靴製作で革のパーツとパーツを繋ぎ合わせる時に、革の裏面から針を入れ、表面に貫通させることなく、再び裏面から針を出すという極めて熟達した縫製をスキンステッチといいます。手の感覚を頼りに縫い穴を開けなくてはならず手縫いでなければ出来ない高度な技術です。

このスキンステッチは装飾として施される事も多いのですが、装飾としてのスキンステッチに比べ、さらに難易度が高いのが“ライトアングルモカステッチ”です。U字の中と外の革を繋ぎ合わせるライトアングルモカステッチは、一つ一つの穴の大きさや位置がわずかでもずれると、釣り込みをする時にそこに負荷がかかり裂けてしまうため、高度な技術が求められます。
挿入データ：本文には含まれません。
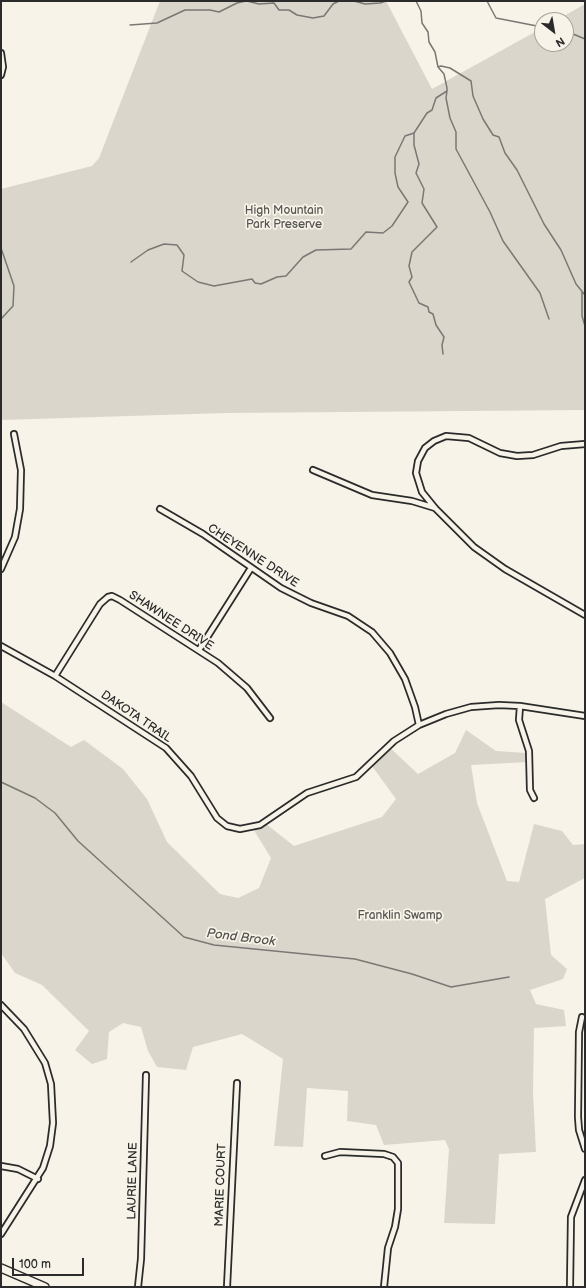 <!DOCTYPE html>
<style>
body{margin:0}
#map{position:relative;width:586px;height:1288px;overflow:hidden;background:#f7f3e8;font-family:"Balsamiq Sans",sans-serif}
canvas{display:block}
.frame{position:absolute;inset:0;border:2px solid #2b2b2b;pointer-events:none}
.north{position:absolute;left:534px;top:12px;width:40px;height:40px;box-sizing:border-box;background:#f7f3e8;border:1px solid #a5a39c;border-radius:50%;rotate:149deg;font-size:11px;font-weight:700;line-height:16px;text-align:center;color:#2b2b2b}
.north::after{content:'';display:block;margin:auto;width:14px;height:18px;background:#2b2b2b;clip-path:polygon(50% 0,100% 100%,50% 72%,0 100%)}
.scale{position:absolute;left:12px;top:1258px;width:72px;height:18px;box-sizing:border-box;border:2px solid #2b2b2b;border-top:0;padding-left:5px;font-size:12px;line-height:14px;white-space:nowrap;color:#2b2b2b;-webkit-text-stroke:3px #f7f3e8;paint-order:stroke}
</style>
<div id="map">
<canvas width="586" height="1288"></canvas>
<div class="frame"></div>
<div class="north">N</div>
<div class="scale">100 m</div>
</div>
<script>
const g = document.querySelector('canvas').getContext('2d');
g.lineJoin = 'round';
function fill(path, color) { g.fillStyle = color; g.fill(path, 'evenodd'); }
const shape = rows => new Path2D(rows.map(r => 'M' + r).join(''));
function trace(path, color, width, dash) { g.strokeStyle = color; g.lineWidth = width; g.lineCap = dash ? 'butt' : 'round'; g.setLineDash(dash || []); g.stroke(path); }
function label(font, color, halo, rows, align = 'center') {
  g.font = font + ' "Balsamiq Sans",sans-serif'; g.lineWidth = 3.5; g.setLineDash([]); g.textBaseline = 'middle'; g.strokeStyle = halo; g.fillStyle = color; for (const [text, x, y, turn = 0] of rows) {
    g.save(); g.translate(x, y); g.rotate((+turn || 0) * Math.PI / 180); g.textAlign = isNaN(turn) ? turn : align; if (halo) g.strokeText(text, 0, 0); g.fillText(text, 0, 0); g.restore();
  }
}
const green = shape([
 [160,1,386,1,432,89,542,28,542,44,566,44,566,20,557,20,585,4,585,410,226,413,1,420,1,189,92,166,99,158],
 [1,702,71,747,84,740,123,769,147,799,167,842,220,894,238,898,259,888,271,858,252,827,261,820,294,846,382,817,396,799,369,762,386,744,418,774,455,753,466,730,496,751,527,753,528,762,471,765,477,803,507,881,519,882,534,824,562,831,573,845,585,844,585,878,545,899,551,955,567,969,563,979,530,990,536,1004,564,1010,566,1026,534,1028,533,1092,536,1152,499,1154,495,1224,444,1223,449,1149,445,1140,384,1145,376,1125,347,1121,348,1091,307,1088,303,1147,274,1146,283,1059,242,1034,193,1047,186,1070,157,1067,148,1051,141,1027,123,1023,109,1032,107,1059,92,1064,75,1050,89,1031,42,985,15,973,1,953]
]);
const stream = shape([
 [247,1,259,4,274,3,279,10,289,10,297,15,313,18,324,16,333,4,339,1],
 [354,1,365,4,380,3,386,1],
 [487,1,496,18,542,27],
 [130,25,157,23,185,10,210,10,219,12,237,3,246,1],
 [566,31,585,39],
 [438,67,441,66,450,68,471,81,473,96,483,119,493,135,499,137,505,153,517,170,544,224,561,250,576,284,585,295],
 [447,91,446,98,450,118,456,132,456,149,490,212,503,241,540,293,549,319],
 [414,133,414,145,419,164,416,173,424,189,422,203,437,227,412,252,409,266,412,277,409,282,419,303,428,307,429,312,433,314,436,325,444,337,442,345,443,354],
 [1,248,14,286,13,306,1,319],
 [131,262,148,250,164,244,177,245,184,255,182,271,198,282,214,286,252,279,255,283,261,284,277,277,286,276,303,257,316,250,351,249,366,232,383,233,392,226,408,202,398,187,395,173,395,157,405,136,414,133,427,113,432,110,436,98,447,91,447,88,444,74,438,67,435,52,429,42,428,32,422,23,421,11,416,1],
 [582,292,582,316,585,326],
 [1,782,35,798,55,813,78,841,184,937,214,945,355,959,412,974,451,987,509,977]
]);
const minor = shape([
 [1,53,3,67,1,75],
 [585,444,561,446,533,455,517,456,500,453,469,438,446,436,434,441,425,448,418,461,416,473,422,492,435,508,474,547,505,569,585,615],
 [313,470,372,495,412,501,435,508],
 [160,509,203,534,281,588,311,603,348,616,372,632,390,653,405,679,415,707,419,725],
 [1,569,15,537,20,509,21,470,14,434],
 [1,646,55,676,166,748,191,776,217,818,227,826,240,829,260,825,307,793,356,777,394,741,419,725,446,714,471,707,499,705,520,706,585,716],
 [199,650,251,568],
 [55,676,100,604,108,597,112,596,120,600,218,663,247,688,270,718],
 [520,706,519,720,529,751,530,790,534,798],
 [1,1005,24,1029,45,1063,51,1084,53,1123,50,1146,43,1168,1,1234],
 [582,1017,579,1032,578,1117,579,1130,585,1149],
 [325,1156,340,1152,384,1154,393,1157,398,1163,398,1209,395,1227,388,1248,384,1287],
 [1,1166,18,1169,38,1179],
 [138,1287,141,1259,146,1075],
 [227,1287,237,1083],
 [570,1287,571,1217,585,1180]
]);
const primary = shape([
 [1,1268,45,1287]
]);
const parkNames = [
 ["High Mountain",284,211],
 ["Park Preserve",284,225],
 ["Franklin Swamp",400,916]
];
const streetNames = [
 ["CHEYENNE DRIVE",253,556,33],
 ["SHAWNEE DRIVE",171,621,33],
 ["DAKOTA TRAIL",136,717,34],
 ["LAURIE LANE",133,1181,-89],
 ["MARIE COURT",221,1185,-88]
];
const waterNames = [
 ["Pond Brook",241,938,7]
];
fill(green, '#dad6cc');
trace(stream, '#7a7874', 1.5);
trace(minor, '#2b2b2b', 8);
trace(primary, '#2b2b2b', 10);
trace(minor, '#f7f3e8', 4.5);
trace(primary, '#f7f3e8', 7);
label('12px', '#575653', '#f7f3e8', parkNames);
label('12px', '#2b2b2b', '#f7f3e8', streetNames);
label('italic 13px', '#53524f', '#f7f3e8', waterNames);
</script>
また、U字のステッチ部分は、釣り込む時に最も負荷がかかるため、機械で釣り込むことが出来ず、手作業で釣り込むハンドソーンウェルテッド製法で製靴をおこないます。この製法は完成するまでに非常に時間がかかり、高い技術が求められるため、ビスポークや最高級靴にしか散見できない製法です。

とくに、ライトアングルモカステッチは、高い技術力が必要となるため、高級靴ブランドでもアウトワーカーに頼ることが多く、自社で行うブランドは少数です。モカのサイズを選べ、カスタマイズ自由なU-TIP靴を作れるのは、自社工房で作るからこそ出来る数少ない靴ブランドなのです。